Concretely: a financial-services RAG team running on traceAI-langchain builds a 200-question RAGET complex-question dataset covering compliance-relevant compositional questions. Pre-deployment, every model swap, prompt change, or chunking-strategy update runs against the dataset. MultiHopReasoning returns 0.78 on the baseline and 0.61 on a candidate prompt; Faithfulness stays steady but HallucinationScore doubles. The regression blocks the release. Production traffic on the complex-question route runs through a post-guardrail that fires Faithfulness on every response and routes low-faithfulness answers to a fallback message rather than the user. FutureAGI surfaces both the offline regression and the runtime guard signal.
How to Measure or Detect It
Complex-question hallucination needs more than single-shot Faithfulness:
MultiHopReasoning: returns 0–1 plus reason for whether the response correctly synthesises across multiple retrieved chunks.Faithfulness: 0–1 score for response groundedness in retrieved context — fires on confabulated synthesis.HallucinationScore: composite hallucination-detection signal; useful when reference answers exist.ChunkAttribution: surfaces which retrieved chunks the response claimed to use vs. what was retrieved.ContextRelevanceandContextRecall: catch the upstream cause (retrieval pulled partial chunks).- Per-question-shape eval-fail-rate: slice eval-fail-rate-by-cohort by question complexity to see where complex-question regressions live.

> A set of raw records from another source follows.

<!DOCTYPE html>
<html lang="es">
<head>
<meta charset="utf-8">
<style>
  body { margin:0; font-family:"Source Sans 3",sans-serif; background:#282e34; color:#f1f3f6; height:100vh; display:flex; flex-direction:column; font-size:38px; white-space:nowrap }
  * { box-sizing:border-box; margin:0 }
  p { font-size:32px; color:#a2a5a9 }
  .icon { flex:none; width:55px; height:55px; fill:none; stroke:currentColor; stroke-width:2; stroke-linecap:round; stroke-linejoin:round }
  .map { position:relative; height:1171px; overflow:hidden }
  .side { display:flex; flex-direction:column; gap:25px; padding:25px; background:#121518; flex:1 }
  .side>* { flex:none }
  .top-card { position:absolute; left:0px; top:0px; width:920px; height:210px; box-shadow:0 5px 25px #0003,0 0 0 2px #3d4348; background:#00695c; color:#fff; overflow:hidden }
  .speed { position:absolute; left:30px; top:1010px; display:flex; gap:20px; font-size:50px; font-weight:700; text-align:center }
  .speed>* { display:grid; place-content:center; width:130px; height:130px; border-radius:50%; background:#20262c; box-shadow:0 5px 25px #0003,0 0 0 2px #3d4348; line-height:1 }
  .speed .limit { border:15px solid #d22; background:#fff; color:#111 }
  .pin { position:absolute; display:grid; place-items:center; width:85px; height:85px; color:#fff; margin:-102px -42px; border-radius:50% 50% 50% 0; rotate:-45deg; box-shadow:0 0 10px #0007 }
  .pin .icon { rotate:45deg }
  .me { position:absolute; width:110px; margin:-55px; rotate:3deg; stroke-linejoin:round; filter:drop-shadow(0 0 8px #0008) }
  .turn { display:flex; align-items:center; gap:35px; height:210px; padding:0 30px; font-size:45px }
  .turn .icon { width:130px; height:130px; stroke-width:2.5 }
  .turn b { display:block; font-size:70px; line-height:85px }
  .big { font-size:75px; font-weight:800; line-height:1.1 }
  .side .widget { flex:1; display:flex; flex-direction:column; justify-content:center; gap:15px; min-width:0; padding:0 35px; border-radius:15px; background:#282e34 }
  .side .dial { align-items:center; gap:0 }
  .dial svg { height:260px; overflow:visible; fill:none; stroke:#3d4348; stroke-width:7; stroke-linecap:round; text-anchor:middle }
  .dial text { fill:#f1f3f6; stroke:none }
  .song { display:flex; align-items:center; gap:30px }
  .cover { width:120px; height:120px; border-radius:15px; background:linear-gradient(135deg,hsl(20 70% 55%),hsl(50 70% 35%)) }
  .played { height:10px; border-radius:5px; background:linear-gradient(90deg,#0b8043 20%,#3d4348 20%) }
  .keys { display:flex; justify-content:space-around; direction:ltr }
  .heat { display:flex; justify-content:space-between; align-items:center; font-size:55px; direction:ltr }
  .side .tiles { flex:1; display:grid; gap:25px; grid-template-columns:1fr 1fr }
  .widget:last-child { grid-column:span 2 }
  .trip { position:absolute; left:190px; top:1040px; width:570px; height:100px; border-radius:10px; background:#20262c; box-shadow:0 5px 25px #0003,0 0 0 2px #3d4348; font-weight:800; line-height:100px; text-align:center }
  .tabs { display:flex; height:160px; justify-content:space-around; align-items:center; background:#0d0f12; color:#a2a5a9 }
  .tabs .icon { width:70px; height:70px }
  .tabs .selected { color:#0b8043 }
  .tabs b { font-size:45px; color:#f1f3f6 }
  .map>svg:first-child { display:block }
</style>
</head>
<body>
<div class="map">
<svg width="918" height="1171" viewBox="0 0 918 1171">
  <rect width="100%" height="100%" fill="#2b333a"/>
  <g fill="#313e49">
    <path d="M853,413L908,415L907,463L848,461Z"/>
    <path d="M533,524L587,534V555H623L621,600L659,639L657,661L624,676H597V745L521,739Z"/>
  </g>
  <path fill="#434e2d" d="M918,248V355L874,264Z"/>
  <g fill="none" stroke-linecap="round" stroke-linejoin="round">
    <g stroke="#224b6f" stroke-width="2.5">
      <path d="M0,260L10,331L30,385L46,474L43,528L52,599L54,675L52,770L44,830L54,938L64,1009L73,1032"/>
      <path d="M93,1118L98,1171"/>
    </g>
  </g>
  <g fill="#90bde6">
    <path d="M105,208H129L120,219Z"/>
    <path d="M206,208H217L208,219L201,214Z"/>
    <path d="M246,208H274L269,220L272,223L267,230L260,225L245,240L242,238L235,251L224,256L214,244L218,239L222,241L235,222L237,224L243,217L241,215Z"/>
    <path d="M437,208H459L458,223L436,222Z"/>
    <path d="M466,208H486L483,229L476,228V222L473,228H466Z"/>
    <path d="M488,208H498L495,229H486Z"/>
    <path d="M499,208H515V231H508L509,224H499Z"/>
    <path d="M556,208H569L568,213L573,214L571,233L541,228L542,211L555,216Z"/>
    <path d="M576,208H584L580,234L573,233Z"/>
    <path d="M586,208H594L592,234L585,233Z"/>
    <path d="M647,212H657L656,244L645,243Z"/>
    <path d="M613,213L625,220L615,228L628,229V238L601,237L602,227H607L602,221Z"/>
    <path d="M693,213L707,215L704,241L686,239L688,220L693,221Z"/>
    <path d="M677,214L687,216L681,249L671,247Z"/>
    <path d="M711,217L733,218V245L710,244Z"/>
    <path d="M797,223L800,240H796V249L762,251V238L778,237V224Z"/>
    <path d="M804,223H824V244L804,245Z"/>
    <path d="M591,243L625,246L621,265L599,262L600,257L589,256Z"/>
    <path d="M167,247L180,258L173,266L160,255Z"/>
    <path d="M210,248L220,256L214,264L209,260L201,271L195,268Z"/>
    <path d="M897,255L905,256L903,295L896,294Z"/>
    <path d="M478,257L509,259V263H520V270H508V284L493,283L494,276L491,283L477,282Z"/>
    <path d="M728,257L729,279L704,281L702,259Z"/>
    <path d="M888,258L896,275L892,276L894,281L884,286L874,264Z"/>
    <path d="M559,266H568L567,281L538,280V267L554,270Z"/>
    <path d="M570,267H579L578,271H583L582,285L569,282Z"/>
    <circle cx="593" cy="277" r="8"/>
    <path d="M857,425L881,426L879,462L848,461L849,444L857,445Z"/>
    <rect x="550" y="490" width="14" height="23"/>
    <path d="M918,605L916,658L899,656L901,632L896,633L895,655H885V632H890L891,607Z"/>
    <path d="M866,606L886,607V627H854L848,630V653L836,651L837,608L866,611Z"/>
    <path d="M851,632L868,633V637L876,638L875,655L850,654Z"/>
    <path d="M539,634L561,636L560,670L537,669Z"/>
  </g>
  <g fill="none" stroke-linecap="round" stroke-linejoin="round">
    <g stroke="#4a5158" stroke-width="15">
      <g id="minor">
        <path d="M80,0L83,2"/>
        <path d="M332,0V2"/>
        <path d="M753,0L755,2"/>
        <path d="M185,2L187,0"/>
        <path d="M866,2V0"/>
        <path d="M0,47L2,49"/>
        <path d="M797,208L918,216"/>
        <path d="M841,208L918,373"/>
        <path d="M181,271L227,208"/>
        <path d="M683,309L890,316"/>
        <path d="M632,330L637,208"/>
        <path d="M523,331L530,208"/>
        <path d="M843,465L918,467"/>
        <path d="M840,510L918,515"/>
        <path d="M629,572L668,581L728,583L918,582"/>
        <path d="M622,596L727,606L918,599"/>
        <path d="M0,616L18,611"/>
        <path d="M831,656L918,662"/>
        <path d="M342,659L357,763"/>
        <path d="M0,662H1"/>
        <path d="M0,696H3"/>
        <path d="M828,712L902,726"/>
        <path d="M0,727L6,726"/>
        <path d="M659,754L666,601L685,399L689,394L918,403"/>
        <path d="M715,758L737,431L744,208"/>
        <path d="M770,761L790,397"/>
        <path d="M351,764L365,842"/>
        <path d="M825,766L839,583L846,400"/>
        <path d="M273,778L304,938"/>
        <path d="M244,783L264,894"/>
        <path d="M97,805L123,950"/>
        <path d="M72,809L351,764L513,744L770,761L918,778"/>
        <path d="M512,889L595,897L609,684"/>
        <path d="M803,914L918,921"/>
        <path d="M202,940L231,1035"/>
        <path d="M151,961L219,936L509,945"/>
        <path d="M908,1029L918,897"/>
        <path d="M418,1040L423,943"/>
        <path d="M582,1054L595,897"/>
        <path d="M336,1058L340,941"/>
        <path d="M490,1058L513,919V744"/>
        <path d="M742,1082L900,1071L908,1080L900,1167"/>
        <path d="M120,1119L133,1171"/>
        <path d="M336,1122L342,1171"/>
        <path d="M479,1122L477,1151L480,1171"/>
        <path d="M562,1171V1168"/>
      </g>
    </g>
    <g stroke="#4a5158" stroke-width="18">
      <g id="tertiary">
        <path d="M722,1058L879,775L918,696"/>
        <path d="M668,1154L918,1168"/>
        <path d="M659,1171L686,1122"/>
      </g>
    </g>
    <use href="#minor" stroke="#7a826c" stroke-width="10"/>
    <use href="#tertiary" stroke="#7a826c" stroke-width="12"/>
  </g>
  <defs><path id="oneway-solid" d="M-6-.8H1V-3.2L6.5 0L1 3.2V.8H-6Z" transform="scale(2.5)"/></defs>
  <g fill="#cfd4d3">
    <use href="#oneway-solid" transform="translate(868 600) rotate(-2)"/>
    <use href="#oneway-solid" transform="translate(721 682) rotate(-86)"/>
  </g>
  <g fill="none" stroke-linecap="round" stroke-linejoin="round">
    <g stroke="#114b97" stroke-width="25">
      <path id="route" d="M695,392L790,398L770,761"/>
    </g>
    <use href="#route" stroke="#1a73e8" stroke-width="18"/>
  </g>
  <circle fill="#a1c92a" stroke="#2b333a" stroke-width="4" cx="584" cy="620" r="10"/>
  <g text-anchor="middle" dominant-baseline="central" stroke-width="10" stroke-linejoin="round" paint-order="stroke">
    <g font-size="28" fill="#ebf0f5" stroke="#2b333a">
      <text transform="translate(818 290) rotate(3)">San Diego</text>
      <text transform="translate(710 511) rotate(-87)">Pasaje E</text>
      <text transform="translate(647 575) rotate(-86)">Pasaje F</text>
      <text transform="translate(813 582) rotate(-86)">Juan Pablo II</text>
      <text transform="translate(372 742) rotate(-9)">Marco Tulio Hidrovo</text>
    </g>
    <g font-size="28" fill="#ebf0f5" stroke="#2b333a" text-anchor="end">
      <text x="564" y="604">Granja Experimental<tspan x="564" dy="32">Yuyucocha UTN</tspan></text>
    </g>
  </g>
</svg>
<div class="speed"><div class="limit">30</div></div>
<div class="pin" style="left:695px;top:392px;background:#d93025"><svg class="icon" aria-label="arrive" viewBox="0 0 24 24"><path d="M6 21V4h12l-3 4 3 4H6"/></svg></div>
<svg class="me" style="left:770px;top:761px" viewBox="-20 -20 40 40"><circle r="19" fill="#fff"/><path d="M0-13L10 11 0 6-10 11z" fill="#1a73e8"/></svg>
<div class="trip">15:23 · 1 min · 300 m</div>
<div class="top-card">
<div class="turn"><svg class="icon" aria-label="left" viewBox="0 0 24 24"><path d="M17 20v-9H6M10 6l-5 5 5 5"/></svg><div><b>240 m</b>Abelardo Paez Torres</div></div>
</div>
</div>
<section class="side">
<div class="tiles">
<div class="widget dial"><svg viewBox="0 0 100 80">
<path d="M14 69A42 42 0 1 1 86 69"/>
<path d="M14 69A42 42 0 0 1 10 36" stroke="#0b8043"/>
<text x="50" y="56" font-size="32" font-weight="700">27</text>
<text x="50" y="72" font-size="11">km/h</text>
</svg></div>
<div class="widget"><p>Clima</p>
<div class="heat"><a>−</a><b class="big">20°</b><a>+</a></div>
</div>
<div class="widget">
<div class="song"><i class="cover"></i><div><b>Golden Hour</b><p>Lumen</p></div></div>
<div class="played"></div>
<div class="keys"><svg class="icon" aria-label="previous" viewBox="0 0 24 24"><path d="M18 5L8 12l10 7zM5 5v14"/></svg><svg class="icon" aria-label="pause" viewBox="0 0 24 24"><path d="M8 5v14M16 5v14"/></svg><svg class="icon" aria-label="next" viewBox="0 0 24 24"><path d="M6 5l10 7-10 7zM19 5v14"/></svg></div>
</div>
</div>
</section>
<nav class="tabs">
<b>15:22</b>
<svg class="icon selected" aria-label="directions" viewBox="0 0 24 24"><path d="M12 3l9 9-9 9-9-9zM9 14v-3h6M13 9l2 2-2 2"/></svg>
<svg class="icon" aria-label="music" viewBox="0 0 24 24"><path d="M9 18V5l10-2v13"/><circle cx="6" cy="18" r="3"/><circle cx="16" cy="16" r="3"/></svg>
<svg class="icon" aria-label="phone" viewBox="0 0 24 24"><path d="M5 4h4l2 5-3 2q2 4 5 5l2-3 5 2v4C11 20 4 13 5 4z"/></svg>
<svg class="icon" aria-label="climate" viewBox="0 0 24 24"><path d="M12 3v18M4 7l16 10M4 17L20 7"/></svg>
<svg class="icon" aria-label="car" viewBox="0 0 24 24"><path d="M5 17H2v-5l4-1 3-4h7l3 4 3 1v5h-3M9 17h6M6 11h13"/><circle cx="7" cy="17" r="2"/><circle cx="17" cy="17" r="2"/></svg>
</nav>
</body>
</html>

from fi.evals import Faithfulness, MultiHopReasoning, HallucinationScore
faith = Faithfulness()
multi = MultiHopReasoning()
hallu = HallucinationScore()
result = multi.evaluate(
input=complex_question,
output=generated_answer,
context=retrieved_chunks,
)
print(result.score, result.reason)
Common Mistakes
- Building the eval dataset only from simple lookup questions. Production traffic skews complex; eval has to mirror it.
- Using a single Faithfulness score. It catches contradiction but misses missing-link hallucination — pair with
MultiHopReasoning. - Skipping the regression gate on prompt changes. Prompt rewrites are the most common source of complex-question regressions.
- Treating the long-context window as a fix. Bigger context can make retrieval lazier and synthesis less precise.
- No runtime fallback. Even a perfect offline pass-rate leaves a tail; route low-Faithfulness responses to a refusal in production.
Frequently Asked Questions
What is a RAGET complex-question hallucination attack?
It is a RAG-evaluation test case from the RAGET taxonomy that probes whether a RAG system hallucinates when answering multi-hop, compositional, or reasoning-heavy questions that require synthesis across multiple retrieved documents.
How is it different from a simple-question attack?
Simple-question attacks test single-fact lookup. Complex-question attacks chain multiple sub-questions into one prompt, forcing multi-document synthesis where retrieval gaps and reasoning errors compound into hallucination.
How does FutureAGI defend against RAGET complex-question attacks?
FutureAGI runs Faithfulness, MultiHopReasoning, and HallucinationScore on every RAG response, and includes RAGET-style test cases in the regression eval that gates each release.